Only the lines from the one containing "Give me a JSON" through the end of the records should be retyped, exactly and including both ends; pictures stay out.

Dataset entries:
+-------+

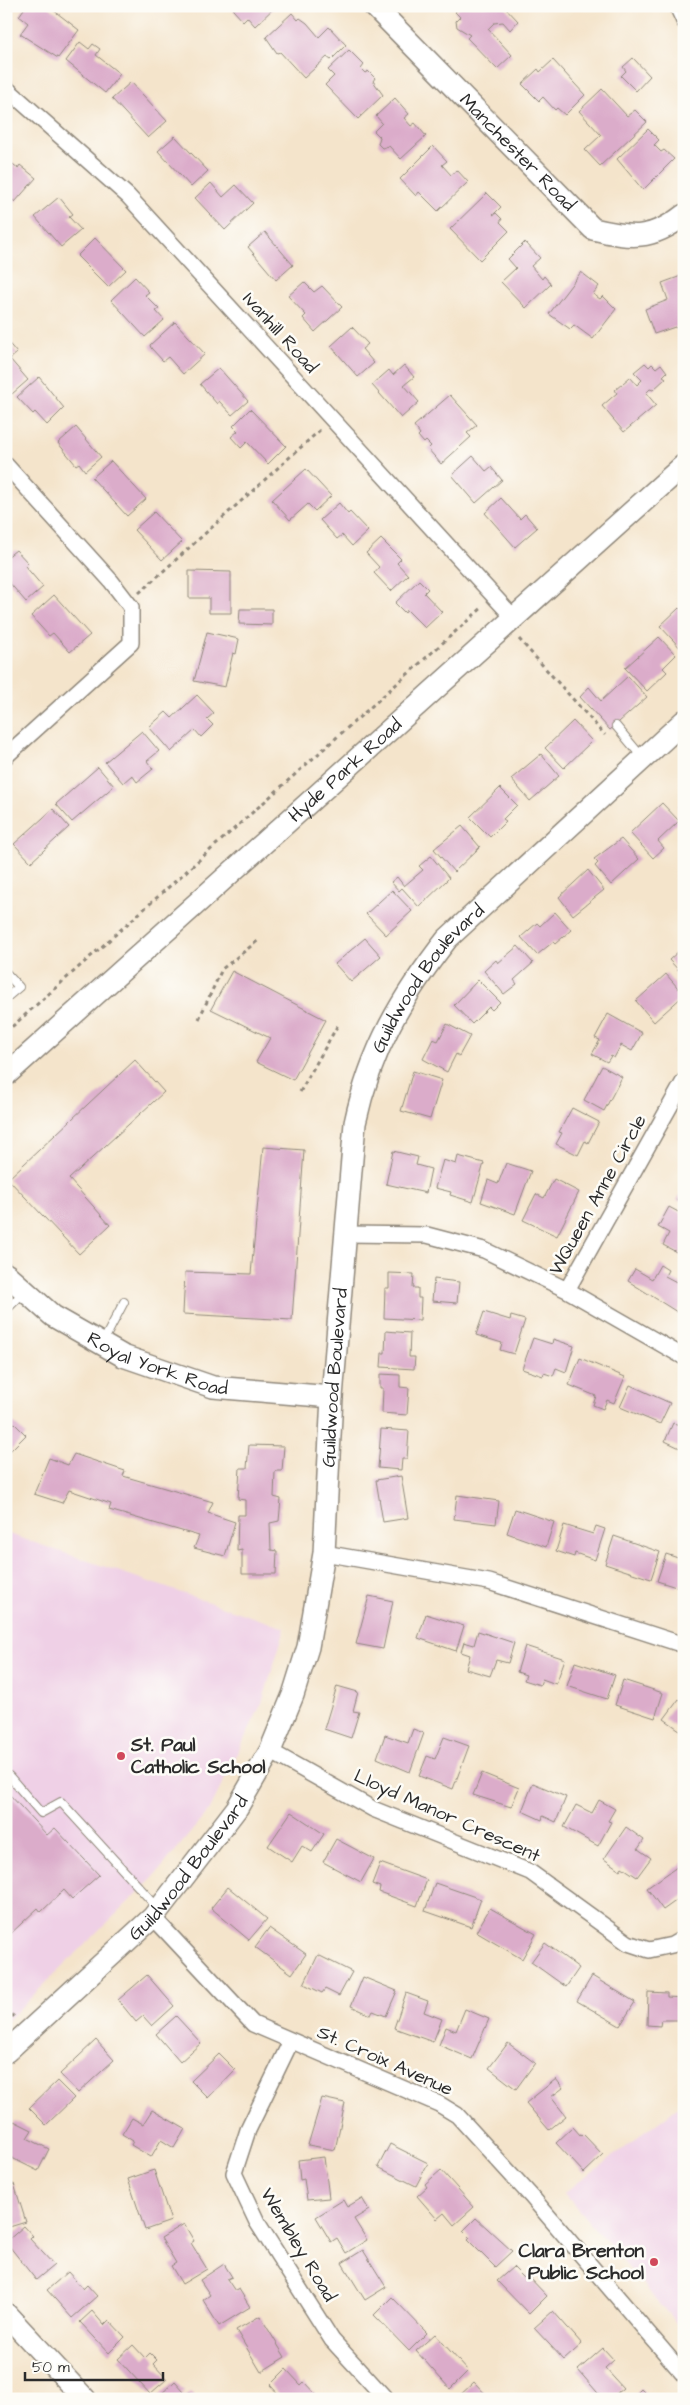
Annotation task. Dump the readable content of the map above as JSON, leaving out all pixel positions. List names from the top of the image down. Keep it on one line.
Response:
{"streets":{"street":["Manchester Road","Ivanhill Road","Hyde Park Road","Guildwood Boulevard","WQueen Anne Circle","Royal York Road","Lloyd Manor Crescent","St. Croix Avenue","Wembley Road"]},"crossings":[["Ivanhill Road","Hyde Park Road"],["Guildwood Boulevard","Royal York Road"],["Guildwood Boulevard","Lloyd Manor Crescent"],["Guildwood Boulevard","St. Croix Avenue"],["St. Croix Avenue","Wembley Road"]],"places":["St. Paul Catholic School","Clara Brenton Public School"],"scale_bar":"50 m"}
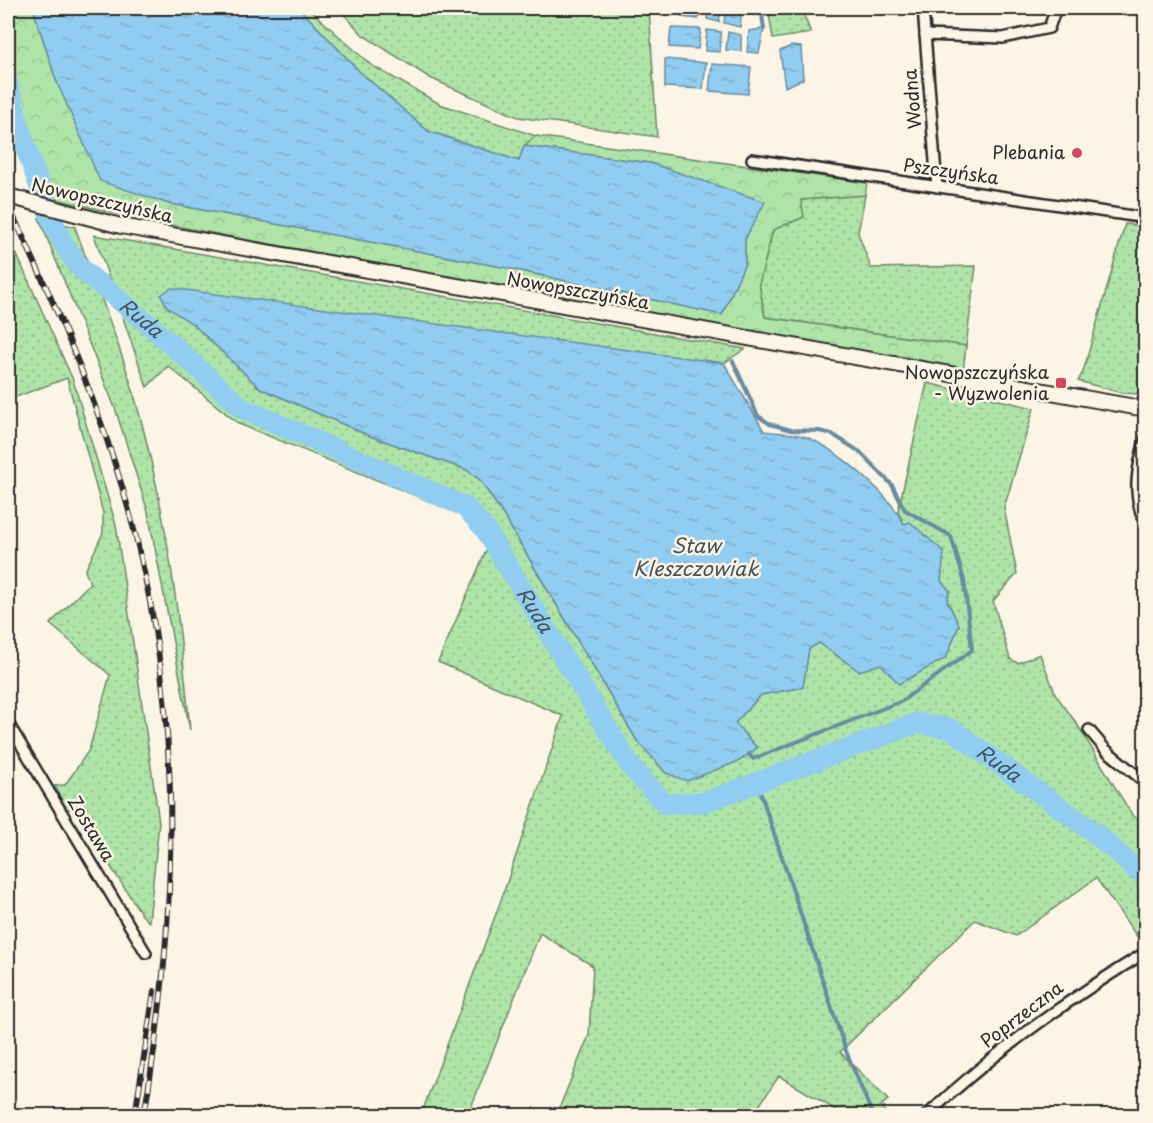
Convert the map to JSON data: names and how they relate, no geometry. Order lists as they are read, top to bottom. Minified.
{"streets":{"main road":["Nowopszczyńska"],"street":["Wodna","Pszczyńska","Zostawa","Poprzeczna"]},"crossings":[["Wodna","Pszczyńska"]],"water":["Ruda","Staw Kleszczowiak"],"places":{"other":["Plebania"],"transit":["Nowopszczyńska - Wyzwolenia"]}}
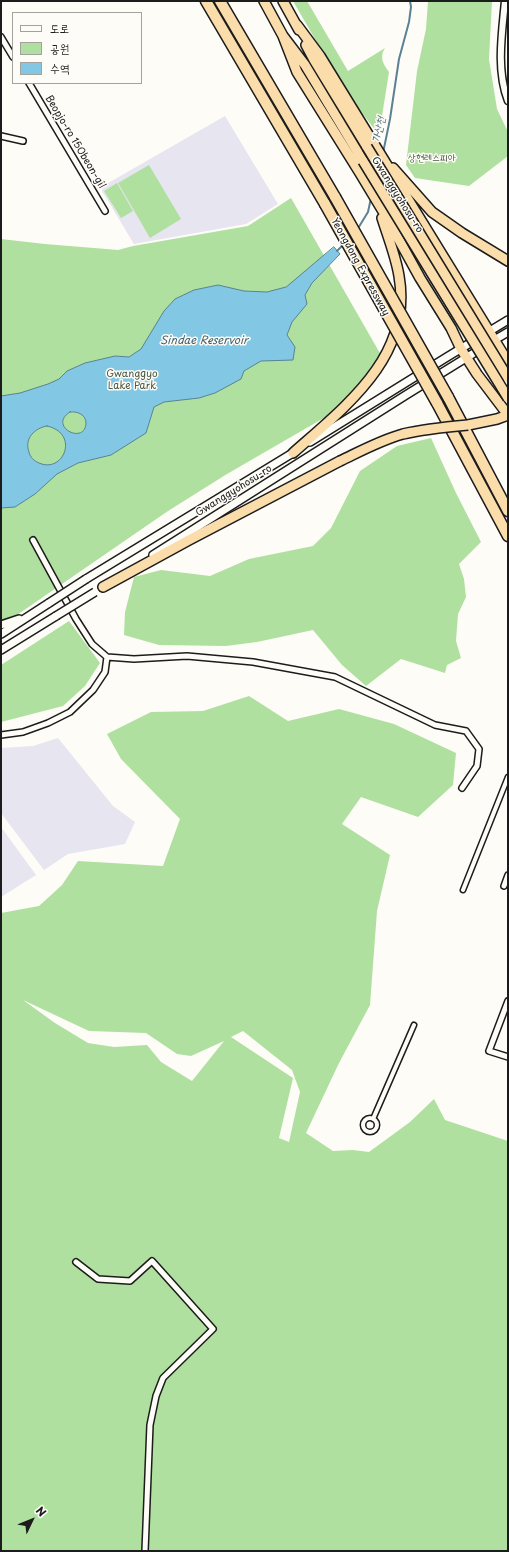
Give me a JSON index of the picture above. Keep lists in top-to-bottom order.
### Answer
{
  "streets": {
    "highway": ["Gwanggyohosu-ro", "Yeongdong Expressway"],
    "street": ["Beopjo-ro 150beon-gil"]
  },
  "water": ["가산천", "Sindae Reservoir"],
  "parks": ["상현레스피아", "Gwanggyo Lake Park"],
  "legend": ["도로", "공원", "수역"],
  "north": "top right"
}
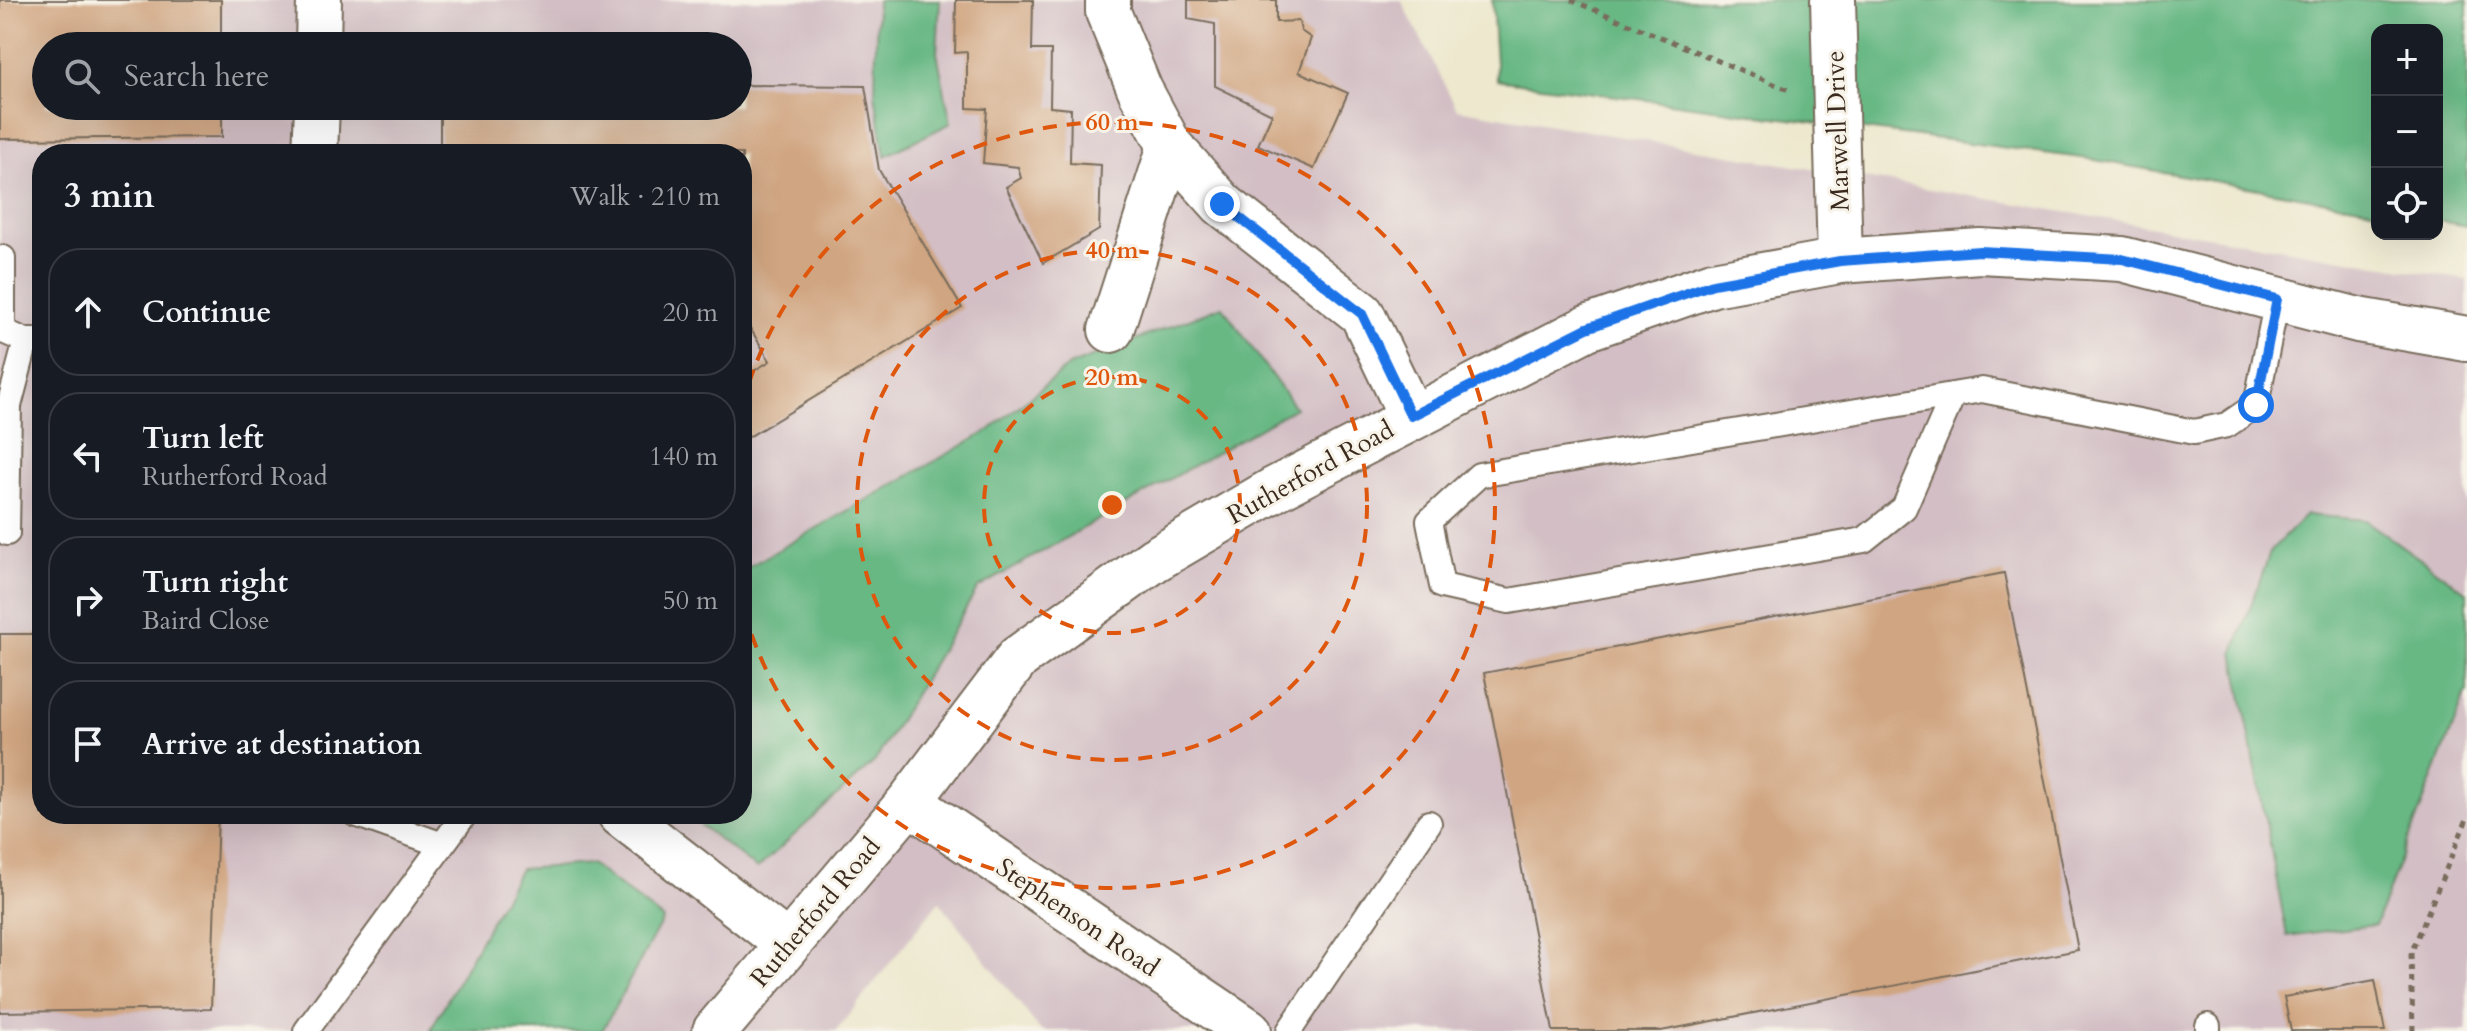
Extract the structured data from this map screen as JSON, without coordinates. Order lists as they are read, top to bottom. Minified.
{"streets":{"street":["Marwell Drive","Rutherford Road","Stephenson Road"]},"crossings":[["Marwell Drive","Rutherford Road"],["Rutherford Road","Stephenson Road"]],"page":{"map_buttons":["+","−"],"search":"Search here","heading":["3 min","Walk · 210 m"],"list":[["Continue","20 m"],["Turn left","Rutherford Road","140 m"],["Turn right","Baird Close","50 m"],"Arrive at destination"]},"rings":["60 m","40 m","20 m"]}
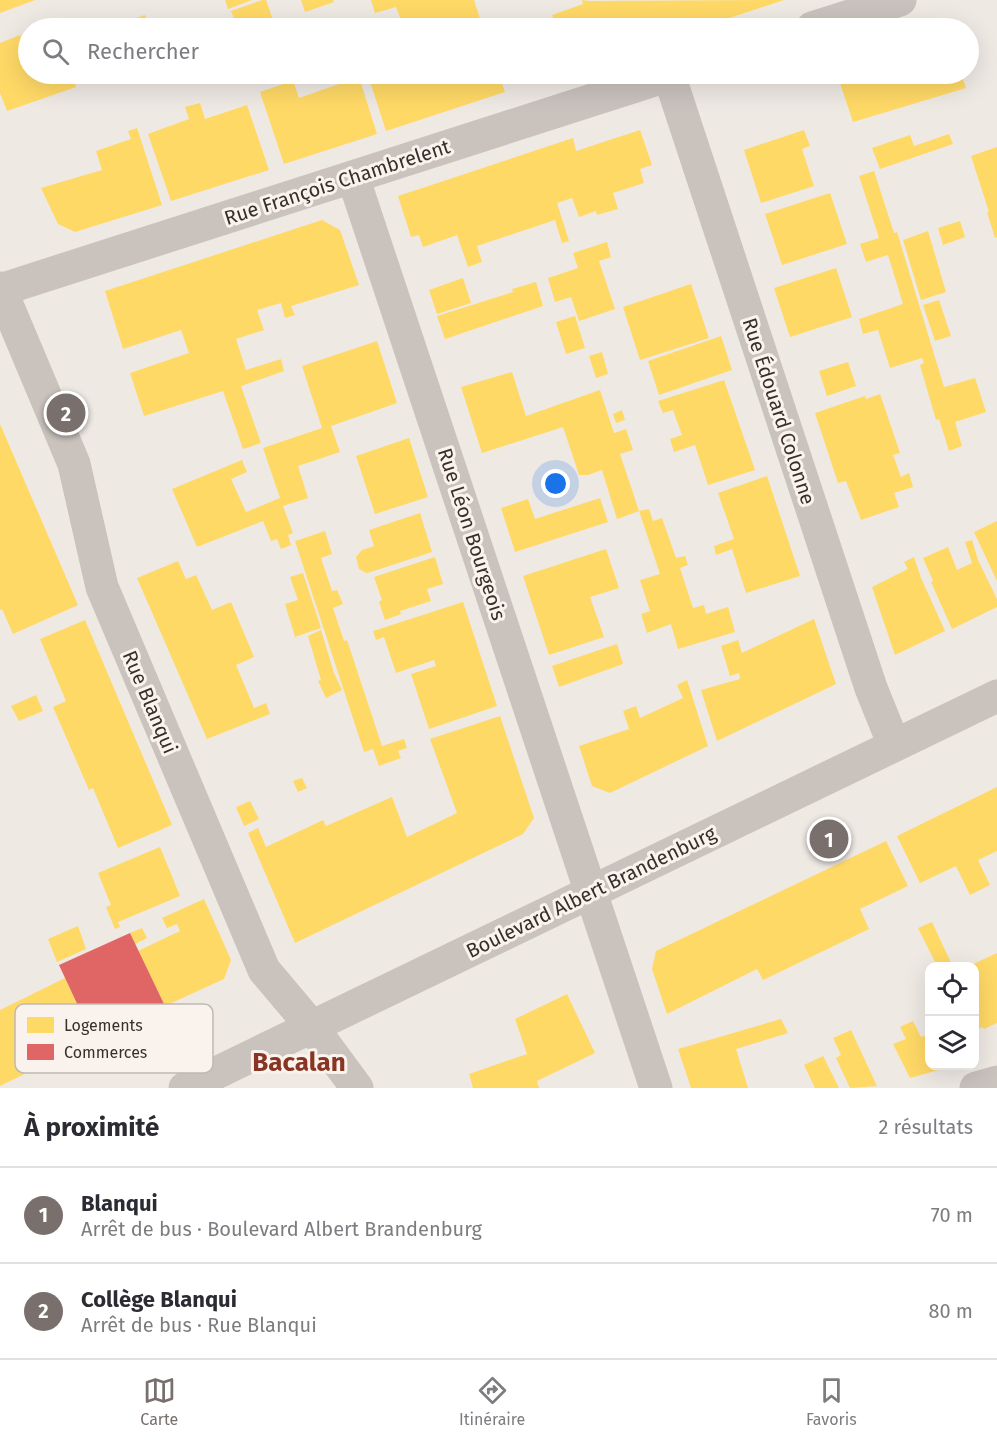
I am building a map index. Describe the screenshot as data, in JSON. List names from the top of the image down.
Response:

+-------+

*Task solution*:
Give me a JSON index of the picture above. Keep lists in top-to-bottom order.
### Answer
{
  "streets": {
    "highway": ["Gwanggyohosu-ro", "Yeongdong Expressway"],
    "street": ["Beopjo-ro 150beon-gil"]
  },
  "water": ["가산천", "Sindae Reservoir"],
  "parks": ["상현레스피아", "Gwanggyo Lake Park"],
  "legend": ["도로", "공원", "수역"],
  "north": "top right"
}
Extract the structured data from this map screen as JSON, without coordinates. Order lists as they are read, top to bottom. Minified.
{"streets":{"street":["Marwell Drive","Rutherford Road","Stephenson Road"]},"crossings":[["Marwell Drive","Rutherford Road"],["Rutherford Road","Stephenson Road"]],"page":{"map_buttons":["+","−"],"search":"Search here","heading":["3 min","Walk · 210 m"],"list":[["Continue","20 m"],["Turn left","Rutherford Road","140 m"],["Turn right","Baird Close","50 m"],"Arrive at destination"]},"rings":["60 m","40 m","20 m"]}
I am building a map index. Describe the screenshot as data, in JSON. List names from the top of the image down.
Response:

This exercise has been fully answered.